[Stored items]
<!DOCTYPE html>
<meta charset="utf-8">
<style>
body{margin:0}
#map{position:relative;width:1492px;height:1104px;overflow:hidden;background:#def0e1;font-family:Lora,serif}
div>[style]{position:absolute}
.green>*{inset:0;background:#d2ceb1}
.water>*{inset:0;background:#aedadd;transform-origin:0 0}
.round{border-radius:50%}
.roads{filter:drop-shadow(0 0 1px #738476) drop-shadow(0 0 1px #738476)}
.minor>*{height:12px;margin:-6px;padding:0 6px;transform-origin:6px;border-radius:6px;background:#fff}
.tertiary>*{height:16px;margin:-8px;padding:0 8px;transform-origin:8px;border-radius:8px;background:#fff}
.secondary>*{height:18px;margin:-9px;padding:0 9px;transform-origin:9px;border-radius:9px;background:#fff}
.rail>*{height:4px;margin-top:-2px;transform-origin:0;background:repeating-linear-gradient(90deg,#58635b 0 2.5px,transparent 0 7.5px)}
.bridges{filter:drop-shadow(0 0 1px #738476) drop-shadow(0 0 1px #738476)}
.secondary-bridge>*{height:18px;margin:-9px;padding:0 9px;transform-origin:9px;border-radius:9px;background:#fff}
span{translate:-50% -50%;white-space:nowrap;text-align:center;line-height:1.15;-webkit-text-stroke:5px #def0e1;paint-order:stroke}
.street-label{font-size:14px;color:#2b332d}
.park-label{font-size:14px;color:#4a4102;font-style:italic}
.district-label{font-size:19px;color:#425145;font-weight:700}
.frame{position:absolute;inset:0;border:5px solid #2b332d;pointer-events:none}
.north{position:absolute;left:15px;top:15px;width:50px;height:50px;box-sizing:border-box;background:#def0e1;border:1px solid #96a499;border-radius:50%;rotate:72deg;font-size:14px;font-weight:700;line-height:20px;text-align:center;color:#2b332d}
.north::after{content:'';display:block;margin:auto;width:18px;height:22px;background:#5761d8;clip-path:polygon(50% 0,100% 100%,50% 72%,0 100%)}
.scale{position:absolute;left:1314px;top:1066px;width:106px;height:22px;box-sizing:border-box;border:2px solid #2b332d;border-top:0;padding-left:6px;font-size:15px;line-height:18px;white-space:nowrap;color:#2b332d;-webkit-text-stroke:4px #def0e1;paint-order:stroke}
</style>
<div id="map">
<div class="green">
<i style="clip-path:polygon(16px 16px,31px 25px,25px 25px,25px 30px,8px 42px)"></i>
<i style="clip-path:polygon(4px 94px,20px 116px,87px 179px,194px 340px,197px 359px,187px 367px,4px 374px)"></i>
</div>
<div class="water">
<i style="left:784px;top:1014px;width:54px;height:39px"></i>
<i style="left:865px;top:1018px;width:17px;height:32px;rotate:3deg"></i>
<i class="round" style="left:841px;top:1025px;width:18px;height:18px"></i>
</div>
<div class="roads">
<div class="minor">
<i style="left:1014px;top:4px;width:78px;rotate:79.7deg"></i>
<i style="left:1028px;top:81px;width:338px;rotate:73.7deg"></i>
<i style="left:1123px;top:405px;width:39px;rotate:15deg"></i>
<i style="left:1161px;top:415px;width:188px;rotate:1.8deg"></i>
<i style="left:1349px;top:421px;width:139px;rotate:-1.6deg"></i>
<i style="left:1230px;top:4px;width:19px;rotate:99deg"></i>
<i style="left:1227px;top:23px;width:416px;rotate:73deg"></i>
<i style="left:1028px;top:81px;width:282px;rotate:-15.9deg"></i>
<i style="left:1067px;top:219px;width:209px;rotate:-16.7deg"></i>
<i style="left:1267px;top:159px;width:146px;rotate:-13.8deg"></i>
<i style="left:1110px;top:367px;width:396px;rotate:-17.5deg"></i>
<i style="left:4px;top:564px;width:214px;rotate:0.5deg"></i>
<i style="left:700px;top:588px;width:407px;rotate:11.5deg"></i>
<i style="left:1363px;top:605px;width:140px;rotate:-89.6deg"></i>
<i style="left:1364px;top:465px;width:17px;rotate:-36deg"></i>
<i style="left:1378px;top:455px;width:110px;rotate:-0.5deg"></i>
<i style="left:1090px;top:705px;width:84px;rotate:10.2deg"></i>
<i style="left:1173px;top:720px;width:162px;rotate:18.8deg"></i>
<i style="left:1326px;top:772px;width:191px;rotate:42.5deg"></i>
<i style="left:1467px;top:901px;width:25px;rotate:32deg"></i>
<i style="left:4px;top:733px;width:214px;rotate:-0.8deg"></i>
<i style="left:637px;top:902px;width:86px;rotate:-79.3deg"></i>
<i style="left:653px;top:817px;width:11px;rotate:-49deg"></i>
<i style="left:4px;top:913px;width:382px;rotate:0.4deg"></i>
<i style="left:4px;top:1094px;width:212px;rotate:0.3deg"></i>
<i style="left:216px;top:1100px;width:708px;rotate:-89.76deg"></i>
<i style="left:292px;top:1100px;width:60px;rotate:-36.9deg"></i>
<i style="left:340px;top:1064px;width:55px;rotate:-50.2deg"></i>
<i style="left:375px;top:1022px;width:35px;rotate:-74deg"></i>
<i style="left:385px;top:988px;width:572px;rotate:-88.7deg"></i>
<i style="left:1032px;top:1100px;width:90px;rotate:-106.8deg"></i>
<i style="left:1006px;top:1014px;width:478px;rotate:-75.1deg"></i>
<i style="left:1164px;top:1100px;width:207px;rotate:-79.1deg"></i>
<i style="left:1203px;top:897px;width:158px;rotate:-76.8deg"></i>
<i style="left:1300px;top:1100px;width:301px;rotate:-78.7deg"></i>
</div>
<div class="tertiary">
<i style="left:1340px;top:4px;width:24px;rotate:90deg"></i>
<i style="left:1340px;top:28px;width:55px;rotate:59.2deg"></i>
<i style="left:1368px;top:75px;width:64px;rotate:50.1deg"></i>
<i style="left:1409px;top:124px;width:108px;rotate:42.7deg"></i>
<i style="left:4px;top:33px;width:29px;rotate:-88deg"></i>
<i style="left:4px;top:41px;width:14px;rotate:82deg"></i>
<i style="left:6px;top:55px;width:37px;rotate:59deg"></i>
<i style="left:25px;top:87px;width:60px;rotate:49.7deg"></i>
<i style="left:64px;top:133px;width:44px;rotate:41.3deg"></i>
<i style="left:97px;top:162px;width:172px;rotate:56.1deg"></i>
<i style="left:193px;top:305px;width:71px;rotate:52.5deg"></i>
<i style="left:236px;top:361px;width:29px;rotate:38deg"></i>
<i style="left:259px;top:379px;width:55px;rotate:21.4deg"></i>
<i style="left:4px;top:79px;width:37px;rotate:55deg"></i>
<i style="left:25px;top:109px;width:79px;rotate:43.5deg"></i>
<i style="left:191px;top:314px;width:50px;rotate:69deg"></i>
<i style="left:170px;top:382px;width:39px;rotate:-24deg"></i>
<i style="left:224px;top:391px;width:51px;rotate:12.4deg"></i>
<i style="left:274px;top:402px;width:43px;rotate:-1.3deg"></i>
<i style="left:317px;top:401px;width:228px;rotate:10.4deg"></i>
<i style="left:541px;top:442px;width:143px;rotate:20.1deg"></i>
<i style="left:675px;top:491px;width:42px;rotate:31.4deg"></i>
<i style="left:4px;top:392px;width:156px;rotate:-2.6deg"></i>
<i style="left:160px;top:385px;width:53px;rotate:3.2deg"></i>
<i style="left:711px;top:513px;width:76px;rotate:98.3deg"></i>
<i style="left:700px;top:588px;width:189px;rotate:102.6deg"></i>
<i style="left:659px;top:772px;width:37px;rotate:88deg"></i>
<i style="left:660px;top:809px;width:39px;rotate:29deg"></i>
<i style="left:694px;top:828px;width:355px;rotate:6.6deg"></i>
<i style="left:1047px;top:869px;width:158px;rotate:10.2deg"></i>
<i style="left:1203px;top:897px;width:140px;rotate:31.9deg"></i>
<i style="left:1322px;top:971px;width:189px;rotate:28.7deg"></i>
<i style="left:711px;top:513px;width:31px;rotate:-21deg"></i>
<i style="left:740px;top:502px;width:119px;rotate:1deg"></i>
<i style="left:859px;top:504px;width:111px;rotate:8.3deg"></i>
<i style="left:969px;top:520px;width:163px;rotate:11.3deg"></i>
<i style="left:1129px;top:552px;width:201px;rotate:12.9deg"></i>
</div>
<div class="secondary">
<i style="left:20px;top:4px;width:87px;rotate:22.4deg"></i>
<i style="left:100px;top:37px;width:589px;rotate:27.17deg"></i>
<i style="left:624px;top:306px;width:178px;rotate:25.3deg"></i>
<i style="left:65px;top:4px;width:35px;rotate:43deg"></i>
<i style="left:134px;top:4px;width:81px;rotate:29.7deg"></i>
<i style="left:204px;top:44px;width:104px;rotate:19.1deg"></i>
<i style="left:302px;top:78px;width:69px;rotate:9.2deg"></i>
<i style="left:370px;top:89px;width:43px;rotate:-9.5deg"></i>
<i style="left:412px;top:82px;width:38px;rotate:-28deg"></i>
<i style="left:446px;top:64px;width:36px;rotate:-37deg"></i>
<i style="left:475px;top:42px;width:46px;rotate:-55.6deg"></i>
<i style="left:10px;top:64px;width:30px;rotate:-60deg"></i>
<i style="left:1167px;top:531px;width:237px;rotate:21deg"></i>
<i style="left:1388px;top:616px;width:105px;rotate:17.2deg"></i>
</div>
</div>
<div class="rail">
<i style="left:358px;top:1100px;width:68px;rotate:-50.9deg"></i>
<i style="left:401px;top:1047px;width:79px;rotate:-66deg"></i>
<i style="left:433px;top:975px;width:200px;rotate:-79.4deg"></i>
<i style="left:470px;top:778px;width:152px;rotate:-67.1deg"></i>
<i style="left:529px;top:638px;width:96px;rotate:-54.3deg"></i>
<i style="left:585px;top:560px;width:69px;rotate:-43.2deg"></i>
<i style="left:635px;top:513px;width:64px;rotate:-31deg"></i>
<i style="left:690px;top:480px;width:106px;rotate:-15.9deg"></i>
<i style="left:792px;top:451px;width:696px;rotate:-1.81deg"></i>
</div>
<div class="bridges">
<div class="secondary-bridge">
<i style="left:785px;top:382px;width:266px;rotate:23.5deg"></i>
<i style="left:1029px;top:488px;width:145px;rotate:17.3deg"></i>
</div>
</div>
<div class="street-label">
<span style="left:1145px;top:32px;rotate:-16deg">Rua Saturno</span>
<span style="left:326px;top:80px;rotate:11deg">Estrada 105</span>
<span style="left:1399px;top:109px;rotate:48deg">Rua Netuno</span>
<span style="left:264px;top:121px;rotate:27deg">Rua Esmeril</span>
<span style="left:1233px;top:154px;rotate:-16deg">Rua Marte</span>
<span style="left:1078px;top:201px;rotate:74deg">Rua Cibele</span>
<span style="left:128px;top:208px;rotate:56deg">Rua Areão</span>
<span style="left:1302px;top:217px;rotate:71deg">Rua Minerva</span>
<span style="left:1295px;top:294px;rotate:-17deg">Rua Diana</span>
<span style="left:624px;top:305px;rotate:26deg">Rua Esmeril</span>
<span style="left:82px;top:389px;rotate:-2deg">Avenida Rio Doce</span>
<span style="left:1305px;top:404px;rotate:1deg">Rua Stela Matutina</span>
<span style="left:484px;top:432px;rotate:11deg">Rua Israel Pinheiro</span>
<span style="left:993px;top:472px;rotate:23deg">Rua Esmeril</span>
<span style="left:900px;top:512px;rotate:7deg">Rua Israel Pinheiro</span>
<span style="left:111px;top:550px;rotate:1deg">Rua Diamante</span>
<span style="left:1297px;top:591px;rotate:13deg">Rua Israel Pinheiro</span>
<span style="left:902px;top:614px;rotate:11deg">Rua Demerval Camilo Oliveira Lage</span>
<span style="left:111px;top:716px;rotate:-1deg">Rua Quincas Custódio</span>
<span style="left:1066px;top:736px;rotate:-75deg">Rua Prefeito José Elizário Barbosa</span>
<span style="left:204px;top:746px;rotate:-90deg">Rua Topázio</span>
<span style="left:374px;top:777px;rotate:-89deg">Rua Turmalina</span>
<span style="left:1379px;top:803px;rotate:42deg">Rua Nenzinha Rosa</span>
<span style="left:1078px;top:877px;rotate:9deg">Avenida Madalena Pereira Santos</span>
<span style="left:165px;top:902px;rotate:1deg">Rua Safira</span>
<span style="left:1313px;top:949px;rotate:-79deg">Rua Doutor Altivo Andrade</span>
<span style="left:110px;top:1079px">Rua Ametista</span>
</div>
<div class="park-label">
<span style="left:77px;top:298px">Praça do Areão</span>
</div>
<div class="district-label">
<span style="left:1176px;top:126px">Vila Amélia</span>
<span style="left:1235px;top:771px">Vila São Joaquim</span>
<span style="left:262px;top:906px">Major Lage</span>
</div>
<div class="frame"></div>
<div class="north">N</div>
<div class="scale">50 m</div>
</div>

» AIM OF THE TASK:
Each line holding the word "water" must be copied from the data.

» EXERCISE SOLUTION:
.water>*{inset:0;background:#aedadd;transform-origin:0 0}
<div class="water">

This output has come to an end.